- La SEC thaïlandaise a finalisé une règle de voyage cryptographique qui entrera en vigueur le 27 février 2027.
- Les bourses doivent vérifier la propriété du portefeuille sur les transferts entrants supérieurs à 30 000 bahts provenant de portefeuilles en libre-service.
- Les opérateurs disposent d'un délai d'environ six mois pour créer des systèmes de partage de données conformes.
- La règle aligne la Thaïlande sur la recommandation 16 du GAFI et sur des cadres similaires dans l'UE et en Corée du Sud.

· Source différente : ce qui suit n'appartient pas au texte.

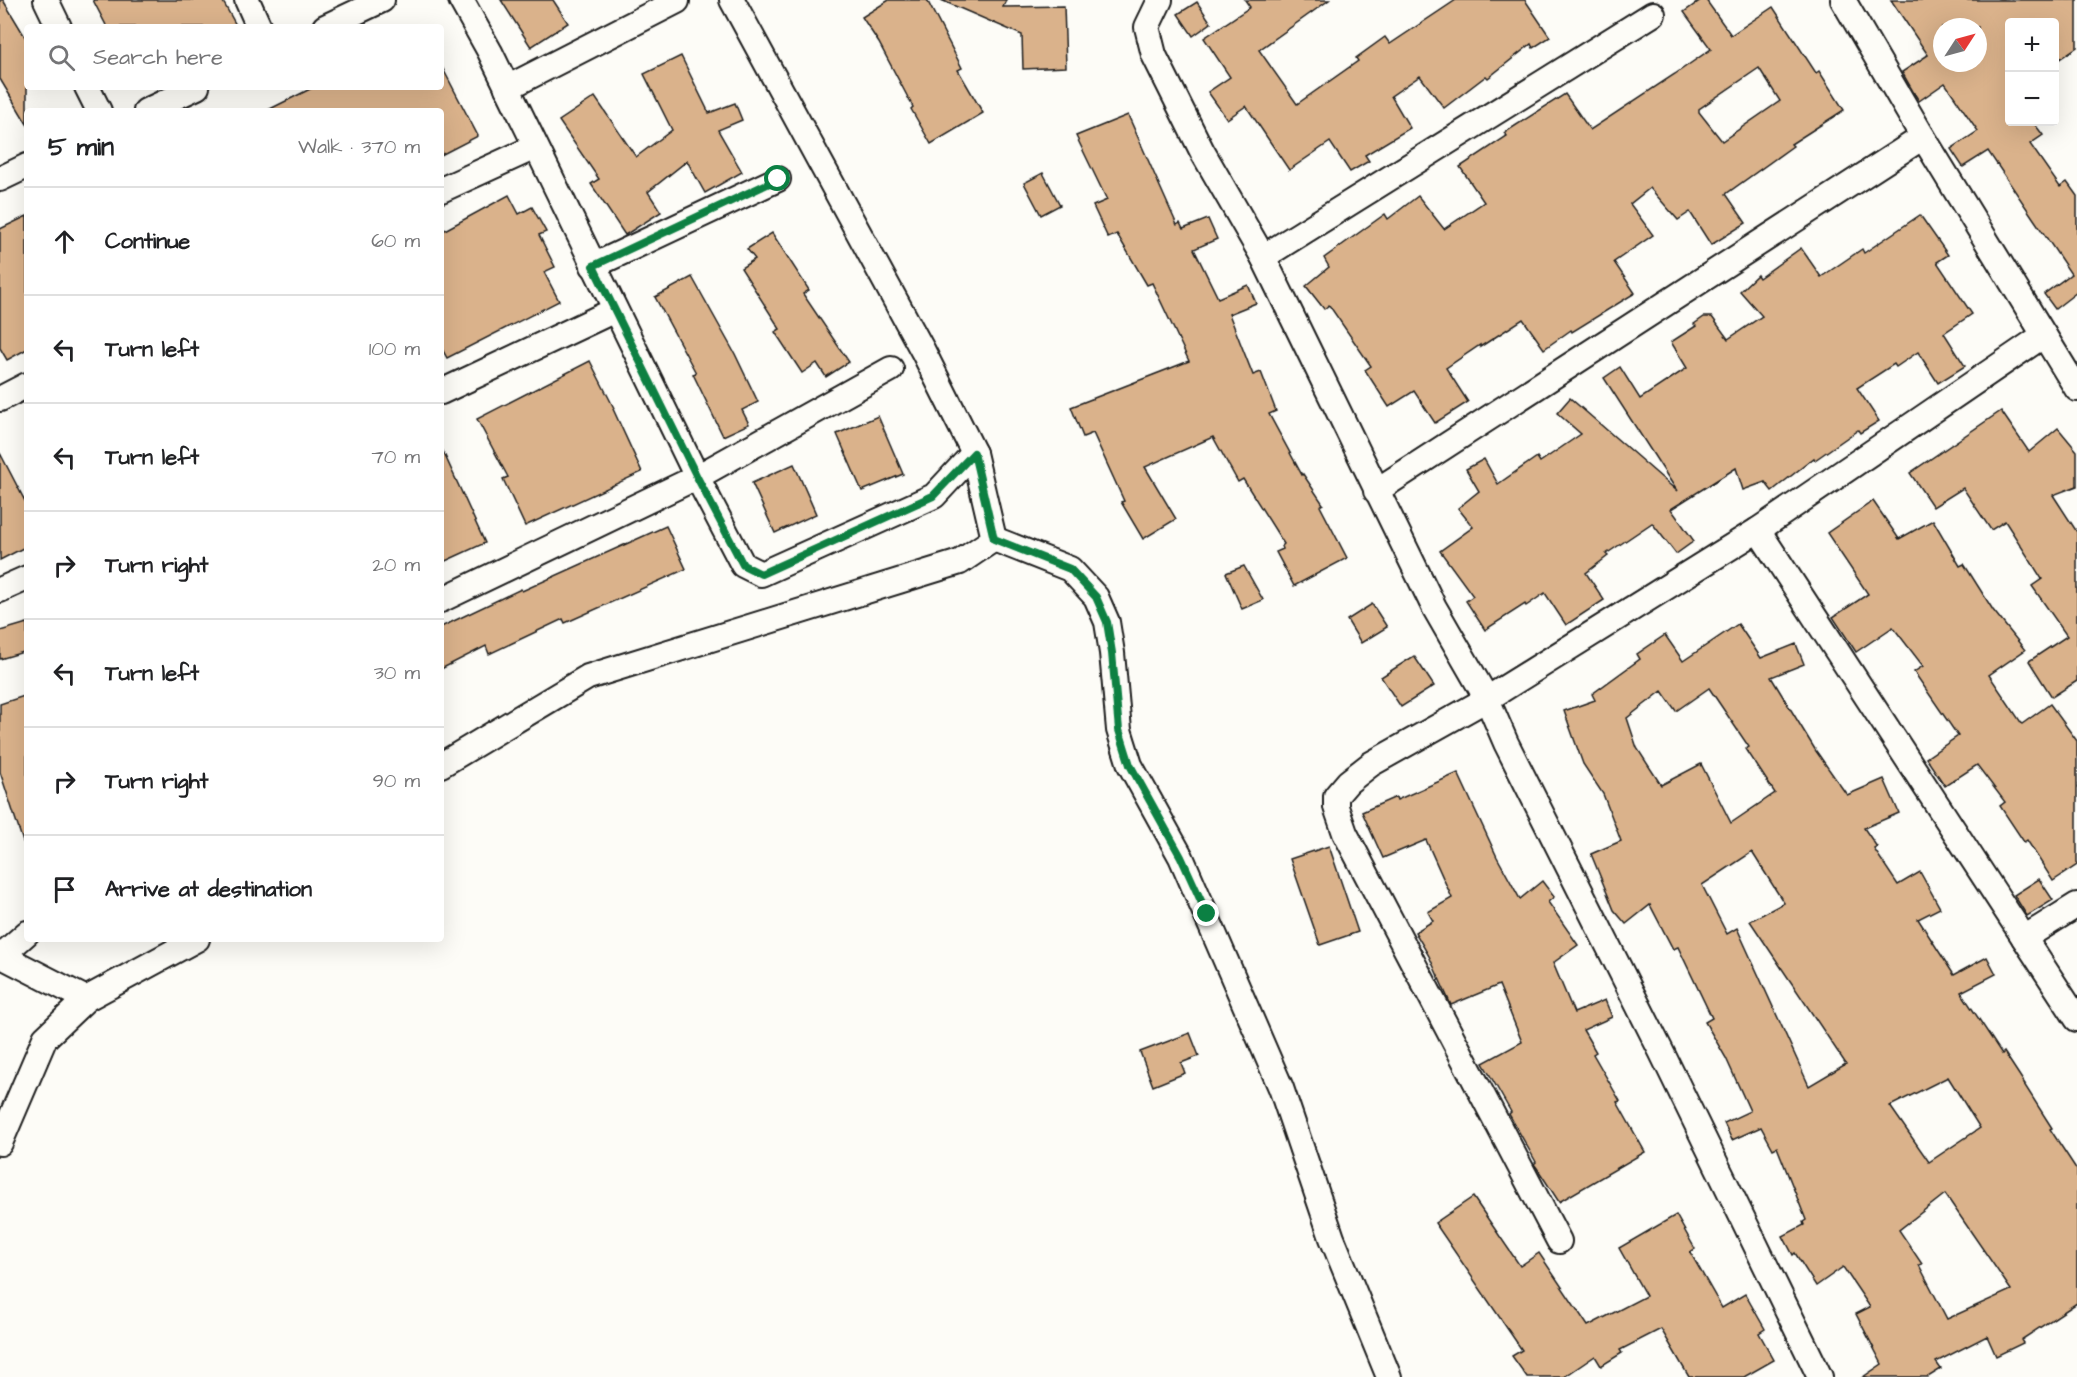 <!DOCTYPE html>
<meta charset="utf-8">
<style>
:root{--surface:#fff;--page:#f6f6f6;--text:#202124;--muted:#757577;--line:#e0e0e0}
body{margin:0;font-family:"Architects Daughter",sans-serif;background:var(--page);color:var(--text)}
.controls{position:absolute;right:18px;top:18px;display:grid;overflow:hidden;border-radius:6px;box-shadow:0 6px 24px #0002}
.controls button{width:54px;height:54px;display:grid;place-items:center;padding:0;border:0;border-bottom:2px solid var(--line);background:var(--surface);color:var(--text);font:30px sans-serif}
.compass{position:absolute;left:1933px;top:18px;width:54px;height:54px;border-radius:50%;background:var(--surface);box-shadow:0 6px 24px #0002;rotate:54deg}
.stop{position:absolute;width:18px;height:18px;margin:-14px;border:4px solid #0b8043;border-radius:50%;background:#fff}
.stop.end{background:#0b8043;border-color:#fff;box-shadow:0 2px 6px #0008}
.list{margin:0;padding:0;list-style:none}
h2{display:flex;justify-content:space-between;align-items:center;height:78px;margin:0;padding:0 24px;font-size:26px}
h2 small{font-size:20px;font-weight:400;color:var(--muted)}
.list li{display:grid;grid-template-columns:39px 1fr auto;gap:18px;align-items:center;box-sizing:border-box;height:108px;padding:0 24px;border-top:2px solid var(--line)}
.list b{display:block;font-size:22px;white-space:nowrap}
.list em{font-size:20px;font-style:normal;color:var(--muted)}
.icon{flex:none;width:33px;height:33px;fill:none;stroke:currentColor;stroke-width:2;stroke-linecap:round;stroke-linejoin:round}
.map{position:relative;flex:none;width:2077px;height:1377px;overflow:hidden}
.search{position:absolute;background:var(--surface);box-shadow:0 6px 24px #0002;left:24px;top:24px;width:420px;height:66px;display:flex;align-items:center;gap:15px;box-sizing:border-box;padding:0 21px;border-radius:6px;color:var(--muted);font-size:22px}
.panel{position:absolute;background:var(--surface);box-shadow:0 6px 24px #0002;left:24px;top:108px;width:420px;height:834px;border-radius:6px}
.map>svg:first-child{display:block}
.building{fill:#dab28b;stroke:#1c1c1c;stroke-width:1.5;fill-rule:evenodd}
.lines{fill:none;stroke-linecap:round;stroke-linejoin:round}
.minor-casing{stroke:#1c1c1c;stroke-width:28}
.minor{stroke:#fdfcf7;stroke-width:24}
.route{stroke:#0b8043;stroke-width:8}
</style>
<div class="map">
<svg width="2077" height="1377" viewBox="0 0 2077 1377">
<rect width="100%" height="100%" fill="#fdfcf7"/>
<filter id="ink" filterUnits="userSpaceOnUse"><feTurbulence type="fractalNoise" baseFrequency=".0167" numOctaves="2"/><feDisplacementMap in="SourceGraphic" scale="12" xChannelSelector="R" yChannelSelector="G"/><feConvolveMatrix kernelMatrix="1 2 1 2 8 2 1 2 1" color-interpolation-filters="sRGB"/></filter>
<g filter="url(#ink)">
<g class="building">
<polygon points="0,0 3,0 27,40 27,124 0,79"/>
<polygon points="93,0 222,0 237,27 107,27"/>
<polygon points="501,0 553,0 568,23 531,47"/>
<polygon points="889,0 927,0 962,68 958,70 983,113 931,144 911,109 913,107 879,43 862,17"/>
<polygon points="941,0 1006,0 1003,7 1064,6 1066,67 1023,69 1022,35"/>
<polygon points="1245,0 1329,0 1259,50 1297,104 1358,61 1356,58 1385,37 1390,44 1456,0 1525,0 1550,37 1533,48 1531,44 1488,78 1486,76 1444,108 1420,76 1391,96 1410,128 1365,155 1369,161 1350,172 1330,142 1289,170 1246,106 1227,119 1208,92 1230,77 1204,38 1250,7"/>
<path d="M1701,0H1706L1731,35L1773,7L1816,73L1819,71L1844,110L1791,144L1793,146L1726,194L1746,223L1711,245L1690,212L1678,220L1650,188L1630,204L1653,235L1614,262L1635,293L1572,332L1571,330L1544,349L1523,319L1480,347V345L1446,368L1468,402L1435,423L1414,391L1389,407L1365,370L1371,366L1329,305L1324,309L1306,286L1329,267L1324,258L1385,214L1388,219L1418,196L1444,229L1484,202L1460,167L1507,136L1504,133L1565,94L1590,130L1675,74L1711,49L1684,12ZM1759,68L1780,101L1722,141L1699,112V109Z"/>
<path d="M1891,0H2077V47L2055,62V22H2010V122H2033L2043,135L2030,144L2060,187L2067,182L2077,196V292L2055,309L2044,294L2071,274L1988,151L1963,167L1951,149L1978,131L1945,83L1919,101L1914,93L1902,72L1928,55ZM1942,27H1978V63H1942Z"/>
<polygon points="1197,2 1211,23 1193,36 1178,14"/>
<polygon points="681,56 709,113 735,103 742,120 718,130 742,172 705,193 687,161 648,192 661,212 625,235 591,184 599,179 559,121 595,97 636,157 672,130 644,74"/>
<polygon points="441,65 478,136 441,155 441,111 266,111 314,87 441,87"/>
<polygon points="1128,115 1177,225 1180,223 1183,229 1208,219 1217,239 1194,249 1218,298 1248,285 1256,303 1229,314 1253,375 1261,372 1276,411 1269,414 1302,475 1303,474 1323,504 1320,506 1347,558 1294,586 1276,552 1283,549 1282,546 1284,544 1243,479 1238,482 1213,437 1145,467 1176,519 1143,539 1121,502 1124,501 1093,433 1083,437 1071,407 1189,361 1152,283 1147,285 1117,234 1108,238 1093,206 1107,200 1076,136"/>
<polygon points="1043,173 1060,205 1041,215 1024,183"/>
<polygon points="509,195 519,214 532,207 546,232 539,235 555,267 544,272 559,301 447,358 441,347 441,232"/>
<polygon points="1920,215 1948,255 1937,262 1972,314 1944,333 1965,366 1938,383 1918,352 1896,367 1894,364 1857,388 1879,421 1860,433 1858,430 1815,460 1814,458 1772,491 1765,482 1743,490 1736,468 1671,509 1694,541 1676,554 1652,523 1606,554 1608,556 1586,573 1604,600 1566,625 1545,593 1526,606 1525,604 1485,630 1466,601 1473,596 1440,551 1473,527 1458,508 1479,491 1466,469 1484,459 1498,484 1537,457 1540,462 1581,434 1557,413 1570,398 1677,491 1604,378 1620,367 1640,399 1687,368 1671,342 1696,326 1694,324 1704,317 1712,317 1728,339 1762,316 1740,291 1757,275 1759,278 1801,248 1821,277 1862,249 1864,253"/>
<polygon points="27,216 27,349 7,360 0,348 0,229"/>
<polygon points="772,233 809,290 803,294 849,362 826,377 817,363 802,373 775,332 780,329 741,268 755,259 747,249"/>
<polygon points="692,277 735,354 758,402 742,410 749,424 723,436 693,374 696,373 655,297"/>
<polygon points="590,361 614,408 613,409 642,472 525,526 503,479 508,477 477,419"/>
<polygon points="2001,411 2029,452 2058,428 2077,451 2077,486 2053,495 2077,532 2077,681 2052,697 2029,661 2067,636 2032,586 2042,579 2005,521 1991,530 1963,488 1933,507 1910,473"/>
<polygon points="878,416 903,474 862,491 837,434"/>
<polygon points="441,447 485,543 441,563"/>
<polygon points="0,453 27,505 27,546 0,560"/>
<polygon points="794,464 816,514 775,533 752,483"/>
<polygon points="1873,501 1899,539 1933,520 1960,566 1964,564 1993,610 2025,650 1989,675 2022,724 2050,704 2077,741 2077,865 2053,881 2027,840 2024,842 2000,806 2005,802 1977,765 1945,786 1926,758 1958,736 1914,672 1923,666 1893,627 1856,652 1833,617 1868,594 1827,533"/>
<polygon points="666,526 686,569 565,623 563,619 489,654 486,646 441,669 441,627 521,589 522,591"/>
<polygon points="1244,566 1263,600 1242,609 1226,573"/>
<polygon points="1372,604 1387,627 1361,643 1347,620"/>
<polygon points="27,623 27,651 0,659 0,631"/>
<path d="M1738,624L1761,658L1796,644L1804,664L1771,677L1816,751L1847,795L1884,779L1899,813L1864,828L1877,847L1874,849L1898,885L1920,872L1940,908L1918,919L1954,975L1987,957L1996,974L1961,992L2002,1054L2004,1052L2025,1084H2024L2052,1128L2050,1129L2077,1170V1303L2021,1340L2023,1343L1996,1356L1987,1336L1936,1362L1941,1369L1928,1377H1863L1882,1364L1856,1314L1870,1307L1843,1267L1816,1286L1795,1253L1793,1255L1783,1236L1804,1225L1803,1222L1806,1220L1777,1147L1773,1149L1761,1127L1732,1140L1724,1123L1750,1111L1726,1058L1705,1022L1712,1018L1678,947L1673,949L1650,905L1626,924L1614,910L1591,854L1621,841L1603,794L1583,764L1564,711L1595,700L1592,694L1640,659L1637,654L1665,635L1683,661ZM1709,688L1749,747L1746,749L1775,793L1731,823L1701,764L1661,785L1637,748L1627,718L1662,691L1676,711ZM1752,852L1784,903L1750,921L1846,1064L1809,1086L1737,928L1727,934L1702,885ZM1948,1077L1980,1128L1929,1162L1890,1106ZM1945,1194L2011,1290L1947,1319L1919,1265L1922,1264L1899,1230Z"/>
<polygon points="1414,656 1434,686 1401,707 1381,677"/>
<polygon points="27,695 27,842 23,842 0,772 0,704"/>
<polygon points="1458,773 1497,857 1520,899 1542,881 1554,897 1548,902 1578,945 1553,963 1574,1013 1605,1000 1612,1017 1583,1030 1596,1052 1593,1054 1620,1101 1617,1102 1645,1152 1559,1202 1537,1168 1534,1164 1536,1162 1509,1114 1511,1112 1483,1063 1522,1042 1499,985 1451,1005 1429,956 1415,932 1433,921 1428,912 1452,898 1426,840 1383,858 1362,812 1396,797 1397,800"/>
<polygon points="1329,846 1358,932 1320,945 1290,859"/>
<polygon points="2039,879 2053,900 2027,916 2014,895"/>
<polygon points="1190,1033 1199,1056 1181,1063 1185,1073 1153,1086 1140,1052"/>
<polygon points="1473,1197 1520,1266 1539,1253 1588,1326 1646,1296 1619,1248 1676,1215 1695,1249 1690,1252 1722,1308 1745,1294 1765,1329 1759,1333 1774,1360 1744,1377 1689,1377 1661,1329 1620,1350 1622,1353 1601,1366 1595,1356 1564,1377 1527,1377 1512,1356 1522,1350 1435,1223"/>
</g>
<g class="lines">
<defs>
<g id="minor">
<polyline points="46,0 59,27"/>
<polyline points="247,0 259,27"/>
<polyline points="461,0 490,52 697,477 743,565 761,574 934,496 974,453"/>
<polyline points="1160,0 1147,27 1154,55 1202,151 1263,257 1434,607 1487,699 1506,743 1661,1051 1820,1377"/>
<polyline points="1843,0 1923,137 2077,389"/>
<polyline points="325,27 382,0"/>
<polyline points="87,87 99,111"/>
<polyline points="507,88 677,1"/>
<polyline points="146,111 197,87"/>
<polyline points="0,179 27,166"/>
<polyline points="441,190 535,147"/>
<polyline points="1263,257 1653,14"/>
<polyline points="593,266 778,179"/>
<polyline points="441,392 615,310"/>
<polyline points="0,399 27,385"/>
<polyline points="1376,491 1923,137"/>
<polyline points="1758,530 2077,1019"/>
<polyline points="994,539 1070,569 1096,597 1107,622 1112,653 1119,730 1130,765 1181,857 1281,1088 1332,1238 1389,1377"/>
<polyline points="0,590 27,578"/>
<polyline points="441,600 697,477 891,369"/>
<polyline points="441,765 588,677 960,562 994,539 974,453 923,351 732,0"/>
<polyline points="2024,938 2077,905"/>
<polyline points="0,955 86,999"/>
<polyline points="1,956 27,933"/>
<polyline points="0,1143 45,1038 86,999 197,939"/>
<polyline points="1559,1241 1345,833 1336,807 1336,796 1348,782 1371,764 1487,699 1758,530 2044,335"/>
</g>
</defs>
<use href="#minor" class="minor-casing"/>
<use href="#minor" class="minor"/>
</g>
</g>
<g class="lines" filter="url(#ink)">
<polyline class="route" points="778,179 593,266 697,477 743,565 761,574 933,496 974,453 994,539 1070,569 1096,597 1107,622 1112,653 1119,730 1130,765 1181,857 1207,914"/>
</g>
</svg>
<div class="controls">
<button>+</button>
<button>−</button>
</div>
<svg class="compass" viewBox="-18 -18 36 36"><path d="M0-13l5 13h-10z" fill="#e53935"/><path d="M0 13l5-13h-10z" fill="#757577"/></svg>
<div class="stop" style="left:778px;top:179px"></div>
<div class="stop end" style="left:1207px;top:914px"></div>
<div class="search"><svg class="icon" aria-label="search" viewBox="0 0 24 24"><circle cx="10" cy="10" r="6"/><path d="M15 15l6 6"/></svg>Search here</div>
<section class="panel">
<h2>5 min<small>Walk · 370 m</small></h2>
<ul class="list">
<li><svg class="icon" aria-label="ahead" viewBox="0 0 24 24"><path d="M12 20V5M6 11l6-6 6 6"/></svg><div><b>Continue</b></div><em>60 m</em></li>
<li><svg class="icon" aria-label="left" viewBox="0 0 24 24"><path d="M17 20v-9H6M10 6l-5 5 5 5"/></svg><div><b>Turn left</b></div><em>100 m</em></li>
<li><svg class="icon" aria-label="left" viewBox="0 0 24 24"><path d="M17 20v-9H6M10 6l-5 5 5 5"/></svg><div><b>Turn left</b></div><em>70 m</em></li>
<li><svg class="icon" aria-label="right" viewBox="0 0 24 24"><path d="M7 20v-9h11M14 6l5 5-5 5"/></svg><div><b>Turn right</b></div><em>20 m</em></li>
<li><svg class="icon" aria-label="left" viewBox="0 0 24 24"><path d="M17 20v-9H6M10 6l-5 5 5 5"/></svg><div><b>Turn left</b></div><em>30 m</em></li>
<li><svg class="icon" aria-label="right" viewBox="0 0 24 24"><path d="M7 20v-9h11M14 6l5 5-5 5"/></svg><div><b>Turn right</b></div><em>90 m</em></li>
<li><svg class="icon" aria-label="arrive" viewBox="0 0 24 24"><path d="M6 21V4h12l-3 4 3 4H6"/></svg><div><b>Arrive at destination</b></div></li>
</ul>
</section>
</div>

Commission thaïlandaise des valeurs mobilières et des changes a finalisé un cadre de règles de voyage cryptographiques cela obligera les opérateurs d’actifs numériques agréés à collecter et à partager des données d’identité sur presque tous les transferts externes de crypto-monnaie. La règle entre en vigueur le 27 février 2027, après une période de mise en œuvre de 180 jours après sa publication dans la Gazette royale, et étend les obligations de vérification même aux transferts impliquant des portefeuilles privés auto-hébergés. Le règlement sur les transferts de fonds de l'UE et la règle de voyage de la Corée du Sud imposent déjà des contrôles de garde comparables, généralement effectués via un message cryptographique signé du portefeuille ou un petit dépôt de vérification que l'utilisateur doit remonter à son compte d'échange.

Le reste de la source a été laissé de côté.